WHAT TO DO:
Print each record below character for character.

RECORDED DATA Start Marker

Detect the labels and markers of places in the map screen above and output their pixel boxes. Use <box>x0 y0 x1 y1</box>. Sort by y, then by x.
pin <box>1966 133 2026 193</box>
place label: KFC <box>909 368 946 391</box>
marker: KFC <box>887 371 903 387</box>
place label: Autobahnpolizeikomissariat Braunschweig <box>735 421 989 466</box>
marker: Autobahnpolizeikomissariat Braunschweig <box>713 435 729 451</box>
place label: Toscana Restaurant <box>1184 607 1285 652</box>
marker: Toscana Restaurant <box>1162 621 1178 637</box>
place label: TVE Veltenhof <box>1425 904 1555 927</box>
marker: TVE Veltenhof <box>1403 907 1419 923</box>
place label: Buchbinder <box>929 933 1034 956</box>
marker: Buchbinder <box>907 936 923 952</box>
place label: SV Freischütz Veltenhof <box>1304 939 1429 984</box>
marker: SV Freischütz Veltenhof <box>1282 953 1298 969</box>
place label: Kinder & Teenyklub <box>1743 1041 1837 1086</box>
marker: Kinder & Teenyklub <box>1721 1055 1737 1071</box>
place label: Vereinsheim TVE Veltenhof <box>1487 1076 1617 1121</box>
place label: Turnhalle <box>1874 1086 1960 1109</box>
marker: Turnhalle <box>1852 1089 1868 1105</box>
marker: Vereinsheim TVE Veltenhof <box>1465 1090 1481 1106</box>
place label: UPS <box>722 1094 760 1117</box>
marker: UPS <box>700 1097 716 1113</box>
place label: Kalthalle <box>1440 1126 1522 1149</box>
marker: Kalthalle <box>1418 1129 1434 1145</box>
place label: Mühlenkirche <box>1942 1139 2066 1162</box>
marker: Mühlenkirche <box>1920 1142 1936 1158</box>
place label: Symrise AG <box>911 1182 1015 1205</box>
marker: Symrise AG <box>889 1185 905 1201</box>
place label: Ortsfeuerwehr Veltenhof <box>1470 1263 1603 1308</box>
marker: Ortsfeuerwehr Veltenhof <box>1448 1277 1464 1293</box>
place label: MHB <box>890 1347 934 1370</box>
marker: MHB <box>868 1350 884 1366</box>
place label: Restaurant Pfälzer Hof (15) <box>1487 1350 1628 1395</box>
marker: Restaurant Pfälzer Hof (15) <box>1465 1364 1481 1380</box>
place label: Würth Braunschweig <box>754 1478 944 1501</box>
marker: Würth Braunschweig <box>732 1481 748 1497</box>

RECORDED DATA End Marker

ANSWER SECTION:
Detect the labels and markers of places in the map screen above and output their pixel boxes. Use <box>x0 y0 x1 y1</box>. Sort by y, then by x.
pin <box>1966 133 2026 193</box>
place label: KFC <box>909 368 946 391</box>
marker: KFC <box>887 371 903 387</box>
place label: Autobahnpolizeikomissariat Braunschweig <box>735 421 989 466</box>
marker: Autobahnpolizeikomissariat Braunschweig <box>713 435 729 451</box>
place label: Toscana Restaurant <box>1184 607 1285 652</box>
marker: Toscana Restaurant <box>1162 621 1178 637</box>
place label: TVE Veltenhof <box>1425 904 1555 927</box>
marker: TVE Veltenhof <box>1403 907 1419 923</box>
place label: Buchbinder <box>929 933 1034 956</box>
marker: Buchbinder <box>907 936 923 952</box>
place label: SV Freischütz Veltenhof <box>1304 939 1429 984</box>
marker: SV Freischütz Veltenhof <box>1282 953 1298 969</box>
place label: Kinder & Teenyklub <box>1743 1041 1837 1086</box>
marker: Kinder & Teenyklub <box>1721 1055 1737 1071</box>
place label: Vereinsheim TVE Veltenhof <box>1487 1076 1617 1121</box>
place label: Turnhalle <box>1874 1086 1960 1109</box>
marker: Turnhalle <box>1852 1089 1868 1105</box>
marker: Vereinsheim TVE Veltenhof <box>1465 1090 1481 1106</box>
place label: UPS <box>722 1094 760 1117</box>
marker: UPS <box>700 1097 716 1113</box>
place label: Kalthalle <box>1440 1126 1522 1149</box>
marker: Kalthalle <box>1418 1129 1434 1145</box>
place label: Mühlenkirche <box>1942 1139 2066 1162</box>
marker: Mühlenkirche <box>1920 1142 1936 1158</box>
place label: Symrise AG <box>911 1182 1015 1205</box>
marker: Symrise AG <box>889 1185 905 1201</box>
place label: Ortsfeuerwehr Veltenhof <box>1470 1263 1603 1308</box>
marker: Ortsfeuerwehr Veltenhof <box>1448 1277 1464 1293</box>
place label: MHB <box>890 1347 934 1370</box>
marker: MHB <box>868 1350 884 1366</box>
place label: Restaurant Pfälzer Hof (15) <box>1487 1350 1628 1395</box>
marker: Restaurant Pfälzer Hof (15) <box>1465 1364 1481 1380</box>
place label: Würth Braunschweig <box>754 1478 944 1501</box>
marker: Würth Braunschweig <box>732 1481 748 1497</box>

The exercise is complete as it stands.